Two falls ago, our population fell pray to the H1N1 virus. We are testament to how that pandemic played out. Now Steven Soderbergh's 'Contagion' brings out the ghastly possibility of a far more deadly mutating virus unleashing into today's global village. One claiming millions of lives even as the officials and doctors clamor to find a vaccine. It all starts with a cough. Beth EmHoff (Gwyneth Paltrow) on her way back home to Minneapolis from a business trip in Hong Kong makes a layover at Chicago. Looking visibly unwell, she makes inevitable physical contact at the airport. The germs are spreading. Back home, in the throes of sudden seizure she dies and her son soon follows.
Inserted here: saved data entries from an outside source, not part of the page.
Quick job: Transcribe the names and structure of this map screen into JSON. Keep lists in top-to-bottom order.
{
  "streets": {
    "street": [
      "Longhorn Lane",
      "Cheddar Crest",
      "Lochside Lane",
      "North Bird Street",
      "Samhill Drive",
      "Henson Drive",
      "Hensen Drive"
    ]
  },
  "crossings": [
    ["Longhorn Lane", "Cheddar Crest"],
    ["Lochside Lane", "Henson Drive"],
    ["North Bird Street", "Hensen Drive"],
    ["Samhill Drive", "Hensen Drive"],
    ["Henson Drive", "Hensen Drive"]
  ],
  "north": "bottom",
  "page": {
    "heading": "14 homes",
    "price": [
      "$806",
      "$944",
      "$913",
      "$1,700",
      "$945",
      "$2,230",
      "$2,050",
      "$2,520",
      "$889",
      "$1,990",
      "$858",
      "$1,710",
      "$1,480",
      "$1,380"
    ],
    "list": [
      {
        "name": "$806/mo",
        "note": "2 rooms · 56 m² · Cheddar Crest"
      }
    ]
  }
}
Her husband Mitch (Matt Damon), surprisingly immune, is stunned by the devastating turn of events and terrified that his teenage daughter will be affected.
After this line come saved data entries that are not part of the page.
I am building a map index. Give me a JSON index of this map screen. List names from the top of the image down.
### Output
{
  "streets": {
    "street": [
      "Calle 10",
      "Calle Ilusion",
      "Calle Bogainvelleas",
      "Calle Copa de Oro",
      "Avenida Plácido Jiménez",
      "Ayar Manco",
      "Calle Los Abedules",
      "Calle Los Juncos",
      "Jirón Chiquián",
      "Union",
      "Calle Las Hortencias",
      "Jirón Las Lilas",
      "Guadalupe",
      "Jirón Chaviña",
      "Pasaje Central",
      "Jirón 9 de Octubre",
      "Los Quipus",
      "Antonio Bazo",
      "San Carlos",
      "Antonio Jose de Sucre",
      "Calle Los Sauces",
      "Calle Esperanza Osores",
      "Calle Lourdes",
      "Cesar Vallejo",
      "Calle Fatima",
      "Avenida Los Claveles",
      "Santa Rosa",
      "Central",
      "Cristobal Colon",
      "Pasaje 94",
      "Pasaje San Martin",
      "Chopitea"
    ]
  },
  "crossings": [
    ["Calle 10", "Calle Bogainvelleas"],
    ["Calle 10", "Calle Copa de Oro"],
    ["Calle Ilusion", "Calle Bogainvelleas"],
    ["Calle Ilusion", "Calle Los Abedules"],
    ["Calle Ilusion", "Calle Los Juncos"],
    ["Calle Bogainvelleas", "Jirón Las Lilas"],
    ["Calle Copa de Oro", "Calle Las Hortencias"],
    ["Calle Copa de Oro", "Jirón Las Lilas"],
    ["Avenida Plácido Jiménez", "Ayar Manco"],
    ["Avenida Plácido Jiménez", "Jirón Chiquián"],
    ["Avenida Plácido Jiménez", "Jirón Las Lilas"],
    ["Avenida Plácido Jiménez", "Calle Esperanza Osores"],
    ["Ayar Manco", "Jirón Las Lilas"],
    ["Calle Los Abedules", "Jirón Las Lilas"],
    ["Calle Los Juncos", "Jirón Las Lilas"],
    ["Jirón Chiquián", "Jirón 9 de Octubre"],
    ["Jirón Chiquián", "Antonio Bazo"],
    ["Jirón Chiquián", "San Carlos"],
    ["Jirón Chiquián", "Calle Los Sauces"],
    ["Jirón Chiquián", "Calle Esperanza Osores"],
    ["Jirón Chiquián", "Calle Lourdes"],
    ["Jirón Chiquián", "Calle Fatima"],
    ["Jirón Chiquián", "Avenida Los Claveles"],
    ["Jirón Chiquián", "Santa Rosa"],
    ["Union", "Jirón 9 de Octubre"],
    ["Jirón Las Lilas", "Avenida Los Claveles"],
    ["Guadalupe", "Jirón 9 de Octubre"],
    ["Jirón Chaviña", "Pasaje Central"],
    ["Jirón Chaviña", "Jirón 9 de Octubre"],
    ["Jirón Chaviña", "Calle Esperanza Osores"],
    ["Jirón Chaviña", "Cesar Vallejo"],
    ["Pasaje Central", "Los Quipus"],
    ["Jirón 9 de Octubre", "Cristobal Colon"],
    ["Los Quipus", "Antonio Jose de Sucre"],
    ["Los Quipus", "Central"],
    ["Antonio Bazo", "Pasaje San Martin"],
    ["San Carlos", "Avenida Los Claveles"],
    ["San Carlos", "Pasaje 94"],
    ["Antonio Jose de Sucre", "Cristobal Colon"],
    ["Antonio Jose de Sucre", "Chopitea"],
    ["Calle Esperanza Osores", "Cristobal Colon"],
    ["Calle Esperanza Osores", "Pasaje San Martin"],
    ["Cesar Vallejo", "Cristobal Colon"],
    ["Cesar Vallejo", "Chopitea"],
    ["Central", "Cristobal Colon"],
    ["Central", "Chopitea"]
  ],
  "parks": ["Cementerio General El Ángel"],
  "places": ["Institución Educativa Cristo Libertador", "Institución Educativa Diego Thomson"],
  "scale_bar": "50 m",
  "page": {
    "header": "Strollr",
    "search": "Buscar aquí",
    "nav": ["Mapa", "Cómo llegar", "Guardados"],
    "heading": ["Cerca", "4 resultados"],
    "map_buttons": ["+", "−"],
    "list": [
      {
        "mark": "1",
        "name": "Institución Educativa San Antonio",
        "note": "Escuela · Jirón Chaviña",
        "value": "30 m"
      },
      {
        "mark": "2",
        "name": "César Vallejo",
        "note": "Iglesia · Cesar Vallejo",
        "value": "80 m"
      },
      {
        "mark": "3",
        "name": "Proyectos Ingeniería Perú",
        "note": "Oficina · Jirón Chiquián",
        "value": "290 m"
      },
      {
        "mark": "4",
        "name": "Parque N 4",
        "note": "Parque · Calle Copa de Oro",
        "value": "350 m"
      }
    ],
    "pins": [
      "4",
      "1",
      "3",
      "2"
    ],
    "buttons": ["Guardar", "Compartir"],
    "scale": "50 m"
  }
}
From this personal tragedy we are swiftly transported to China, England, Chicago where similar cases are registered. The Centre of Disease control in Atlanta gear into action with Dr. Cheevar (Laurence Fishburne) sending Dr. Mears (Kate Winslet) to Minneapolis to track down the spread of the virus.  A WHO official Dr. Orantes (Marion Cotillard) makes a trip to China to locate it's origin, recreating patient zero Beth's movements there. As the bodies pile up, search for a vaccine is on in epidemiologist Dr. Ally Hextall's (Jennifer Ehle) lab. Even as the key players are introduced, the science of the disease and the ramifications of daily motions such as handshaking, touching our faces, making contact with fellow humans bear down on our by now hypochondriac selves.
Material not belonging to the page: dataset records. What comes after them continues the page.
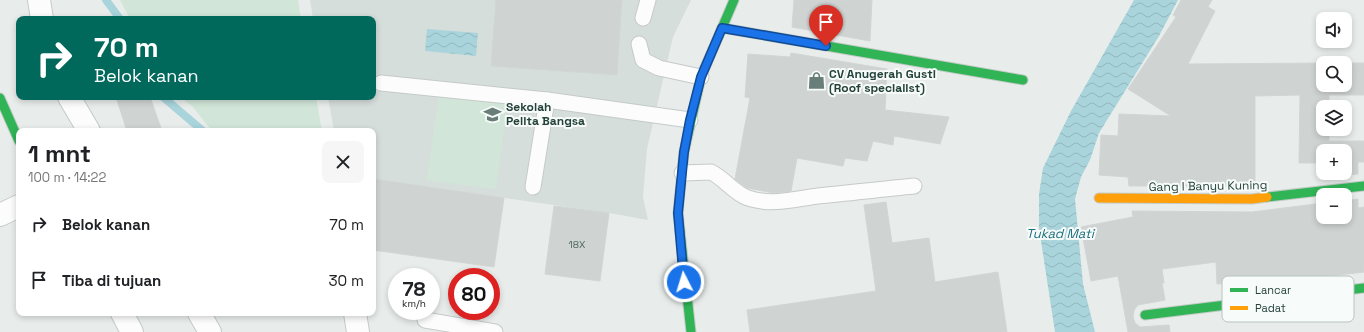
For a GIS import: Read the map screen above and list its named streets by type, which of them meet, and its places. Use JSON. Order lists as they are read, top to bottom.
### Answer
{
  "streets": {
    "main road": ["Gang I Banyu Kuning"]
  },
  "water": ["Tukad Mati"],
  "places": {
    "shop": ["CV Anugerah Gusti (Roof specialist)"],
    "school or university": ["Sekolah Pelita Bangsa"]
  },
  "house_numbers": ["18X"],
  "legend": ["Lancar", "Padat"],
  "page": {
    "map_buttons": ["+", "−"],
    "turn": ["70 m", "Belok kanan"],
    "heading": ["1 mnt", "100 m · 14:22"],
    "list": [
      {
        "name": "Belok kanan",
        "value": "70 m"
      },
      {
        "name": "Tiba di tujuan",
        "value": "30 m"
      }
    ],
    "speed": "78 km/h",
    "limit": "80"
  }
}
Scott Burn's screenplay wisely keeps sensationalism out of the happenings. Soderbergh's film works as a procedural where enough thrills and chills generate from the realistic unfolding of events. Scary is the possibility of how real this catastrophe could be and that is what draws us in on the horror. It takes the exact opposite route of an earlier pandemic movie 'Outbreak' with Dustin Hoffman which had Hollywood blockbuster with superhero scientists writ all over. The players here, despite being Hollywood A-listers, approach their unglamorous roles with a sense of urgency bring reality into their characters. Especially effective is Jennifer Ehle in her struggle to jump hoops to get the vaccines tested and brought to the public.

 There are no sob inducing personal tragedies, largely seen in disaster movies, here. Tragedy strikes through this movie some million times over, but the only human face put to it is Mitch. The virus is the central character here and holds all attention moving from its outbreak to an available cure. In that journey we encounter pharmaceutical companies standing to make a profit, bureaucratic red tapes, a doctor's desperation to test her vaccine on humans, a possible scapegoat in the CDC. The politics of the disease is as frightening as its science. A kidnap in the middle of the movie is a reminder that even with a vaccine available, just how hard it could be for the ordinary person in an obscure corner of the world to lay hands on it. Where the disease can spread, the cure might not.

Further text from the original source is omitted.